I will start looking for a savings account to move my emergency funds into today. Yes, you all are correct - I do have fear. It's hard to jump in.
I will start investing probably in international ETFs and small cap...
Between 1900 and 2018, there were 33 bear markets, averaging one every 3.5 years.

You are going to have quite a few of them between now and when you retire. Good luck timing all of them. Feel free to track them, along with corrections, here...
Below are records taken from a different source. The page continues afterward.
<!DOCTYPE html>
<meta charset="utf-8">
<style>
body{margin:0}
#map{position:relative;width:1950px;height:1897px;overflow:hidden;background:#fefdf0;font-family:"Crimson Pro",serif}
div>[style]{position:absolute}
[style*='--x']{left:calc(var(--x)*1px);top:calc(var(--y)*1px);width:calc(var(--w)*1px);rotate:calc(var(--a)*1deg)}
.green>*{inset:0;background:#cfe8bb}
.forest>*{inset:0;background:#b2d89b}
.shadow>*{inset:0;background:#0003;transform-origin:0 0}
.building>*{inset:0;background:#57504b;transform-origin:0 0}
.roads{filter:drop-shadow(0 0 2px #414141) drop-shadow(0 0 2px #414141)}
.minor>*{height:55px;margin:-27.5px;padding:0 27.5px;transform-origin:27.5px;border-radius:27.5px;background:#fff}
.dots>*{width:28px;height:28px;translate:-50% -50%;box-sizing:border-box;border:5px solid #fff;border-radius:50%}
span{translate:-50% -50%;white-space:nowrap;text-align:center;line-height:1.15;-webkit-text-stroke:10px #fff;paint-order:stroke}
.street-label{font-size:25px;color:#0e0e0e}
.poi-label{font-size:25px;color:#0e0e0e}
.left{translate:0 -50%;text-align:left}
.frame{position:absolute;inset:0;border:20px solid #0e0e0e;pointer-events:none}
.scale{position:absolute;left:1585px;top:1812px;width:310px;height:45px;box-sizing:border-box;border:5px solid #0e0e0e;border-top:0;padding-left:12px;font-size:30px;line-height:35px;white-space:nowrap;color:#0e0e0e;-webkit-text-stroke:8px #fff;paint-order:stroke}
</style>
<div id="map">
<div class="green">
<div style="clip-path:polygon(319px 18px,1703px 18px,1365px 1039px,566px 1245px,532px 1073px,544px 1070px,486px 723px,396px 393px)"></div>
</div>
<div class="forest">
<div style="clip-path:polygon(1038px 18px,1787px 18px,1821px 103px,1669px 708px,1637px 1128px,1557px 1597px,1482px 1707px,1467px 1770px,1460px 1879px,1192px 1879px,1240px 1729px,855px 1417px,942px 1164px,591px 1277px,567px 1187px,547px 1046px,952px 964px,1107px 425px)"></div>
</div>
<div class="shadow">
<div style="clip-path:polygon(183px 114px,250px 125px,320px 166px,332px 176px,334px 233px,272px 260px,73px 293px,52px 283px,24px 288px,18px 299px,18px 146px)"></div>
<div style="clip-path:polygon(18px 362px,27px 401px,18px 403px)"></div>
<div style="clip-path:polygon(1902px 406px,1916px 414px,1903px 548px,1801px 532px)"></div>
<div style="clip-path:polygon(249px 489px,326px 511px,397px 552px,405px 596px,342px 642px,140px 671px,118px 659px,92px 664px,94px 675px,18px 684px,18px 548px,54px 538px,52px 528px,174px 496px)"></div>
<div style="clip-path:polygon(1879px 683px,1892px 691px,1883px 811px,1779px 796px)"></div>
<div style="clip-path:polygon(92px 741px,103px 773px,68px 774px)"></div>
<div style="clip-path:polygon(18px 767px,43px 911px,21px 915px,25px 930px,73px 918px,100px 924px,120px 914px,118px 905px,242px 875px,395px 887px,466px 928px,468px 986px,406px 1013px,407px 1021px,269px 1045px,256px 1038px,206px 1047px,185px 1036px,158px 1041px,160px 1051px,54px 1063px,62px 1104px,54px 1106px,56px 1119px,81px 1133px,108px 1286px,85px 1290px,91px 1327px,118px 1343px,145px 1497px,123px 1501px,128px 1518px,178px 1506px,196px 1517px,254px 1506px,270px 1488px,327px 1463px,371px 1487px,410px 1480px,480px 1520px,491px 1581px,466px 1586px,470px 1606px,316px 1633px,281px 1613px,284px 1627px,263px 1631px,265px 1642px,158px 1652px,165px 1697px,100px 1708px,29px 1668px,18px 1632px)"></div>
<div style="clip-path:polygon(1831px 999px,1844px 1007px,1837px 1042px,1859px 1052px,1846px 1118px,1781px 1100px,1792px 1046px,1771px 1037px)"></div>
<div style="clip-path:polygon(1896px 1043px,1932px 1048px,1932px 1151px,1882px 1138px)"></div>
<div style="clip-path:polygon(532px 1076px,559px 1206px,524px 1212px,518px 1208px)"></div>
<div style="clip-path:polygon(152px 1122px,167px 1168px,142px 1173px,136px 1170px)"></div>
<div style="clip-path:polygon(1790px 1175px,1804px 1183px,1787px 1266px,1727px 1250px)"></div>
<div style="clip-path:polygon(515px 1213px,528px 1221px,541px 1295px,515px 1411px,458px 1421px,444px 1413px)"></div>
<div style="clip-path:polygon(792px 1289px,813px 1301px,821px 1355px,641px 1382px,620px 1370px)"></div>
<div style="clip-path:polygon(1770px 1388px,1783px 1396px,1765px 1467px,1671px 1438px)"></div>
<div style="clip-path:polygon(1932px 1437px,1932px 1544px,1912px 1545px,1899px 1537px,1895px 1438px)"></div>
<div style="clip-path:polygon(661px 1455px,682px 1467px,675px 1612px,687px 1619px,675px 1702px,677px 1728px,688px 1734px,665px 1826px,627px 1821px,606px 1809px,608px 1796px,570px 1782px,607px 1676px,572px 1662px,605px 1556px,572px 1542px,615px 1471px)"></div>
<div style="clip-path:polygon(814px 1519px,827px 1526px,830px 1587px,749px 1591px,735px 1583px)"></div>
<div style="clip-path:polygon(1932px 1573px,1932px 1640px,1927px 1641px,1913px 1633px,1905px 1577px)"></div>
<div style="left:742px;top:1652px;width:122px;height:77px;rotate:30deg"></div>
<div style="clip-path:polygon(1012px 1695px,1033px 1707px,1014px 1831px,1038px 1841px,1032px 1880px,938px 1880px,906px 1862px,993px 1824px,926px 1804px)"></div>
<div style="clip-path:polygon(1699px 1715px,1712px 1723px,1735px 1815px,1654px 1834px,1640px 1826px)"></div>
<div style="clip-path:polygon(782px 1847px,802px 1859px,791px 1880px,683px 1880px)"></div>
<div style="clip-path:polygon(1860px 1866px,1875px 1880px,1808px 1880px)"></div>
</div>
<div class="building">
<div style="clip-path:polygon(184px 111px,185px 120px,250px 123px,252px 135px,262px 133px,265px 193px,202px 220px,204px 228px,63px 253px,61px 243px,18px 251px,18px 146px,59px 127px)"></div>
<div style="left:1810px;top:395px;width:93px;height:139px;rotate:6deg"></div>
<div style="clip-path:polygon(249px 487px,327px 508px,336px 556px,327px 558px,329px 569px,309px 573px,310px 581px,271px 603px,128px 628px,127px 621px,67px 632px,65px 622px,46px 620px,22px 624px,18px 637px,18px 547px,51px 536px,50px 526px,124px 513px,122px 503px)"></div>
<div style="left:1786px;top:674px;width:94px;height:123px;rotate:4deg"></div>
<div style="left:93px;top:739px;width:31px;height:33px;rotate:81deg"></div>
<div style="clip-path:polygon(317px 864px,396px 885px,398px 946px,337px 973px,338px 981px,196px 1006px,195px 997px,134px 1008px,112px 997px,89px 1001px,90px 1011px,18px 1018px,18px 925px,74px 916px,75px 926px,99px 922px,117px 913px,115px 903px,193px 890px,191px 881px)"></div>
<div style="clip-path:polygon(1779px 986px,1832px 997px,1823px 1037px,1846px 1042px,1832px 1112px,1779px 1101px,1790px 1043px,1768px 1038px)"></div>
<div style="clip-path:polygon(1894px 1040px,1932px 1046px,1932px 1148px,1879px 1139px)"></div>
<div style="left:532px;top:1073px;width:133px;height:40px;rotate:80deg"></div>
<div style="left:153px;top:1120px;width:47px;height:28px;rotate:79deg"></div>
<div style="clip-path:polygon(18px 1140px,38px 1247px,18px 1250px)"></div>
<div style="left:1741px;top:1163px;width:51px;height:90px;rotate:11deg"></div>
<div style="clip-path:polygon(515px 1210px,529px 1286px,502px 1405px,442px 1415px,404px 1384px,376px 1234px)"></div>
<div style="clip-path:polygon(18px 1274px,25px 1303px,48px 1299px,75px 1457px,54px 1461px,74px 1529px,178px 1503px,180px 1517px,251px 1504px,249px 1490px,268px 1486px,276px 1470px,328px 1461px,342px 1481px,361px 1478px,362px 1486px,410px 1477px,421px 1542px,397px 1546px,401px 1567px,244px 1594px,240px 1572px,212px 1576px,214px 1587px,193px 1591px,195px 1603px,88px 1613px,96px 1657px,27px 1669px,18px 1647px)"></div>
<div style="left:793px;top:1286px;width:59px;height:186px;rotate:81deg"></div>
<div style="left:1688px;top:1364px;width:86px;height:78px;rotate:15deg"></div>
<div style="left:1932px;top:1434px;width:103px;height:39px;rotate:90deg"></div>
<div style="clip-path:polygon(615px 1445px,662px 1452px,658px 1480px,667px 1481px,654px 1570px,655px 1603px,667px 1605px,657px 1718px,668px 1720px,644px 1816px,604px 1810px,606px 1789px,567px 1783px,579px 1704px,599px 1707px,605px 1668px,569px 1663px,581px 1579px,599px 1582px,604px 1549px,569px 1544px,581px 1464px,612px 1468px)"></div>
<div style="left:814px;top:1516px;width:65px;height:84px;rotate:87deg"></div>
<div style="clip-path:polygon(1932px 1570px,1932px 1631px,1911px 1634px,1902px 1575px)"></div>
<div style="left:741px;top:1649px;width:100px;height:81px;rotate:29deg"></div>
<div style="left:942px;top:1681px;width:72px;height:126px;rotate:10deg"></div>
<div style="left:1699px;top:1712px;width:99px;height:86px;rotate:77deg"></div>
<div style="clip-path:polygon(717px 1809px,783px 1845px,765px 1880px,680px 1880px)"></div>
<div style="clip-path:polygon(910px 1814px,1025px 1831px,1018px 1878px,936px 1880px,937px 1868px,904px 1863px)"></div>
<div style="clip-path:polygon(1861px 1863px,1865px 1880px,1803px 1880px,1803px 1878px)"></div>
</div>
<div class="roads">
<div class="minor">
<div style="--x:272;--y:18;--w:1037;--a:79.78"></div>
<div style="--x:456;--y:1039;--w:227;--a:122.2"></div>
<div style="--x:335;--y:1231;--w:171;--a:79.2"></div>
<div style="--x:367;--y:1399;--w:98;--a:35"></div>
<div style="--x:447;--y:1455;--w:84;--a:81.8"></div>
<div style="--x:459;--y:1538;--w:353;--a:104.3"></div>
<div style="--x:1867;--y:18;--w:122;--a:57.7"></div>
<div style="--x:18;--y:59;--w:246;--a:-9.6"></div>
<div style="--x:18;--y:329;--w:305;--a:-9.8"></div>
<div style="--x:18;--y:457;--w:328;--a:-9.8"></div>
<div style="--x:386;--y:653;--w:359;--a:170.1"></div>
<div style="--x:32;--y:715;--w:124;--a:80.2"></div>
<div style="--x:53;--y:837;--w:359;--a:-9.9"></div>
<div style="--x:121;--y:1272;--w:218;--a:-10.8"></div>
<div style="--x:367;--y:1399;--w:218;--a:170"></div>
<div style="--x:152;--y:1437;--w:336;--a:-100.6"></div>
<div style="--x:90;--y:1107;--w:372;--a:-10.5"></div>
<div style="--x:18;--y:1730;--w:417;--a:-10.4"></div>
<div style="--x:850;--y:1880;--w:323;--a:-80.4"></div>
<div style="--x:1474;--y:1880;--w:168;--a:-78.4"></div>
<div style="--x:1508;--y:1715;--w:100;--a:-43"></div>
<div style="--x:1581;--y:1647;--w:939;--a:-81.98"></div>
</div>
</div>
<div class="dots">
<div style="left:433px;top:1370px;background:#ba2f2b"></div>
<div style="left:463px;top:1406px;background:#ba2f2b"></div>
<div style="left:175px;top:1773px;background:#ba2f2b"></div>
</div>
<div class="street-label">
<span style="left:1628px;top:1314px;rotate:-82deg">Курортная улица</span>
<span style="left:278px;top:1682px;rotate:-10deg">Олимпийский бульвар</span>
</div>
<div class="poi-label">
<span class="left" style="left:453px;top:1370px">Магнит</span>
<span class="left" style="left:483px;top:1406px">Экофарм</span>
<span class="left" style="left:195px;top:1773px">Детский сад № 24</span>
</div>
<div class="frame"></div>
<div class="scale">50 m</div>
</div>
https://www.yardeni.com/pub/sp500corrbear.pdf

Invest through thick and thin, and enjoy the fruits of your labor and investments.

:sharebeer
"Everywhere is within walking distance if you have the time." ~ Steven Wright

Topic Author
Antarctic
Posts: 3
Joined: Mon Apr 29, 2019 1:29 am

Re: High income earner waiting for a bear market to start investing

Post by Antarctic » Sat Oct 26, 2019 5:19 pm

Thanks guys. I'm not sure what defines a troll - someone who's actions and belief systems seem so at odds with yours that you have to label them? Makes sense. It's actually a little bit amusing reading all the assumptions here... it speaks of human psychology more than anything else.

I came to this board admitting that I know much less than you guys, looking for a little guidance. I truly appreciate the replies from the very thoughtful people here. Almost done reading my first Bogleheads book. Spoke to some advisers already. Gaining lots of knowledge.

For those wondering, I'm not a surgeon. If I were I'd not want to work until 80. I love my job and find it low stress, I'm home early afternoon, and my commute is 13 min door to door. I am very physically fit training in an Olympic sport for national competitions. I worked very hard creating this life and wouldn't ever give it up.